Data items
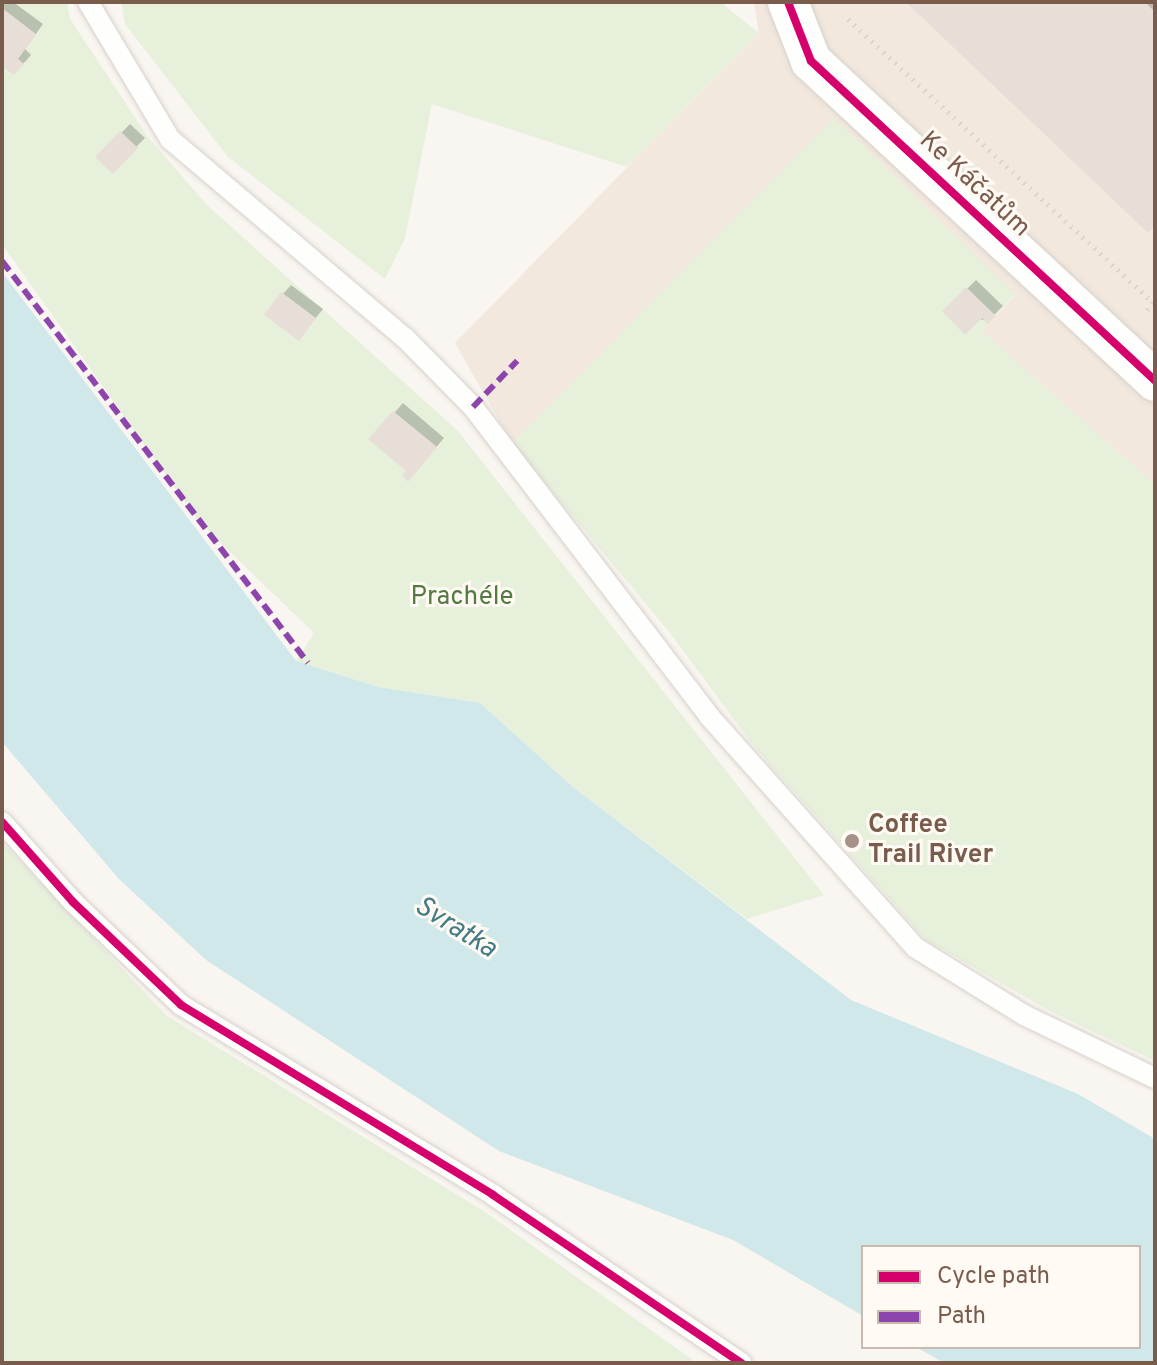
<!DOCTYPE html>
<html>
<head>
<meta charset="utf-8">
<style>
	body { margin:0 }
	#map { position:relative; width:1157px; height:1365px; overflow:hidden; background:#f9f5f0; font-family:Overpass,sans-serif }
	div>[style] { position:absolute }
	.residential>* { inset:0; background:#f2e8de }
	.green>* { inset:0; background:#e7f0db }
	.water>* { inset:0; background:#d0e8ea }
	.shadow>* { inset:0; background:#0003 }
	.building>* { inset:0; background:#e6ded7 }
	.path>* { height:5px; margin-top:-2.5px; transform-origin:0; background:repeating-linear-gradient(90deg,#dcd5d0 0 2px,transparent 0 8px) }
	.roads { filter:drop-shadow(0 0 2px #d7d1cb) drop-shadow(0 0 2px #d7d1cb) }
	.lane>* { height:20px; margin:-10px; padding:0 10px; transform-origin:10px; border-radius:10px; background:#fefefd }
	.street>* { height:40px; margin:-20px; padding:0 20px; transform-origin:20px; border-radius:20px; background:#fefefd }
	.quiet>* { height:6px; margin-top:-3px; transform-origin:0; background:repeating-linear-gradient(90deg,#8e44ad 0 12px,transparent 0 18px) }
	.cycleway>* { height:8px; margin:-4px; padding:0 4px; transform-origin:4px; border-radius:4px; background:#d6006c }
	.dots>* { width:22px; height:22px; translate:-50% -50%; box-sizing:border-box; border:4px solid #fffaf3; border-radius:50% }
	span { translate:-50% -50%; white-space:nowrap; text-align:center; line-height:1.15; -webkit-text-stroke:6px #fffaf3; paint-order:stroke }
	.street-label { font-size:26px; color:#7a5c4d }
	.park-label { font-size:26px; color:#537a41 }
	.poi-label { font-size:26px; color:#7a5c4d; font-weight:700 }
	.left { translate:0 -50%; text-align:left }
	.water-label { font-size:28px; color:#437c86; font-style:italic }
	.frame { position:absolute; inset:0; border:4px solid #7a5c4d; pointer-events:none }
	.legend { position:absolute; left:861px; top:1245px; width:280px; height:104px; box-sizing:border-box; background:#fffaf3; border:2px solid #cabbb1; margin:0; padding:10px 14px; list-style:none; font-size:24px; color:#7a5c4d }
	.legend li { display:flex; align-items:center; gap:16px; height:40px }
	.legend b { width:40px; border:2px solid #cabbb1 }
</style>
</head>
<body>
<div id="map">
	<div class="residential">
		<i style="clip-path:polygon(754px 2px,1155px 2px,1155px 485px,982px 331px,1015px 295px,834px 119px,512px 443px,455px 343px,759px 33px)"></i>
	</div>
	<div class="green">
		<i style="clip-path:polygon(2px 2px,67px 2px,70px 19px,148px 137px,206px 204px,457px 430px,824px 895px,747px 919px,573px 787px,480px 703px,378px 687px,296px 661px,314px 633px,199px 522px,2px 244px)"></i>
		<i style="clip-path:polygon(121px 2px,720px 2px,759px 33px,627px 167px,432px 104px,405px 238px,385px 279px,228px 157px,125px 24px)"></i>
		<i style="clip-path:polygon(834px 118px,1015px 294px,982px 331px,1155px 485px,1155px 1061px,1048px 1010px,926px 940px,756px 749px,670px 633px,512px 443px)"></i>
		<i style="clip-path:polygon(2px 842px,167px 1016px,485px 1212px,697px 1363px,2px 1363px)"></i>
	</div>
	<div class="water">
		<i style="clip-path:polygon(2px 272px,296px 661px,378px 687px,480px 703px,573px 787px,851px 1000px,1078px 1094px,1155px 1139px,1155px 1363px,944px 1363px,916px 1347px,1139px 1347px,1139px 1247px,863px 1247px,863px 1316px,733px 1240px,499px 1151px,206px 960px,119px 879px,2px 742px)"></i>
	</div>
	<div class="shadow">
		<i style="clip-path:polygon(2px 2px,13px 2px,43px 24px,25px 49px,31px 55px,23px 64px,2px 64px)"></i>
		<i style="clip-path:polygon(909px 2px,1155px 2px,1155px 223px)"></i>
		<i style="clip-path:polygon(130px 124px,145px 138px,112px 171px,98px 157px)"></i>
		<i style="clip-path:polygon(976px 280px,1003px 306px,988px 321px,945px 311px)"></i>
		<i style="clip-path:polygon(291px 285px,323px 309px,299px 338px,283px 294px)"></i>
		<i style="clip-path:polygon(403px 403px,444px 438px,417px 470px,408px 471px,371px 439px)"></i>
	</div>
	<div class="building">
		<i style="clip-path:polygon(906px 2px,1145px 2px,1155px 12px,1155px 226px,1148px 233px)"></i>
		<i style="clip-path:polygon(2px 8px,36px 34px,18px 59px,24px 64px,14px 75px,2px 66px)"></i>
		<i style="clip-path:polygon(120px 131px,138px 148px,113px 174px,95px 157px)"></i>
		<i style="clip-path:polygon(966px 287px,996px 316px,988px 324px,982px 318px,965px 335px,942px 311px)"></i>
		<i style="clip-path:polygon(281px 292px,316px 318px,299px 341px,264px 315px)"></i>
		<i style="clip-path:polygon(393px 411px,437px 447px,408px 482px,402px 475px,406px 471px,368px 439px)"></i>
	</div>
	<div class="path">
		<i style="left:848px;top:19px;width:416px;rotate:42.9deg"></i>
		<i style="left:1153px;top:302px;width:10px;rotate:127deg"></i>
	</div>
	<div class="roads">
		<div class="lane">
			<i style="left:88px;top:2px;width:160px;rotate:59.1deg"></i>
			<i style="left:170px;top:139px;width:308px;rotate:40.3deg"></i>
			<i style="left:405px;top:338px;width:97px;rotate:45.4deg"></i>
			<i style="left:473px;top:407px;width:389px;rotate:52.6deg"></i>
			<i style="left:709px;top:716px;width:311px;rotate:48.3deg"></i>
			<i style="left:916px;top:948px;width:127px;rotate:31.8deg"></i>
			<i style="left:1024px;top:1015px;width:145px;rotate:25.7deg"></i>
			<i style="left:2px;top:822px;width:107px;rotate:48.4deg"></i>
			<i style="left:73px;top:902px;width:149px;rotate:43.6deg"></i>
			<i style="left:181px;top:1005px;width:365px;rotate:31.3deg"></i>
			<i style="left:493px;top:1195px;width:300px;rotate:34.1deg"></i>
		</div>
		<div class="street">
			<i style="left:788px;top:2px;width:63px;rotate:68.7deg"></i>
			<i style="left:811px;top:61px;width:470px;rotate:42.9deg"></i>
		</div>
	</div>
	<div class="quiet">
		<i style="left:2px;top:261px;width:505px;rotate:52.72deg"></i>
		<i style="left:473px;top:407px;width:64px;rotate:-46.3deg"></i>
	</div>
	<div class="cycleway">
		<i style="left:788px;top:2px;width:63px;rotate:68.7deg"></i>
		<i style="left:811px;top:61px;width:470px;rotate:42.9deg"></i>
		<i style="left:2px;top:822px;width:107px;rotate:48.4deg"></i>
		<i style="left:73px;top:902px;width:149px;rotate:43.6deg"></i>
		<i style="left:181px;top:1005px;width:365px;rotate:31.3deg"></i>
		<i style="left:493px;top:1195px;width:300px;rotate:34.1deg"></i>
	</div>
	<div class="dots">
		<i style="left:852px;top:841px;background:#a69286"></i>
	</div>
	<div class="street-label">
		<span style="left:974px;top:185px;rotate:43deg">Ke Káčatům</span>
	</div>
	<div class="park-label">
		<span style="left:462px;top:598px">Prachéle</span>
	</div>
	<div class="poi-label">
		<span class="left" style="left:868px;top:841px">Coffee<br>Trail River</span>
	</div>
	<div class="water-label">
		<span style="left:455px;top:928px;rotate:32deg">Svratka</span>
	</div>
	<div class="frame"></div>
	<ul class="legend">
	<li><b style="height:10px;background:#d6006c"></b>Cycle path</li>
	<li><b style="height:10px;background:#8e44ad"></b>Path</li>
	</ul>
</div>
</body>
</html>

- Task item
Please give back exactly the lines from the first line of the records above through the line containing "position:relative; width:1157px; height:1365px;", only those and both included, with the pictures removed.

- Result below
<!DOCTYPE html>
<html>
<head>
<meta charset="utf-8">
<style>
	body { margin:0 }
	#map { position:relative; width:1157px; height:1365px; overflow:hidden; background:#f9f5f0; font-family:Overpass,sans-serif }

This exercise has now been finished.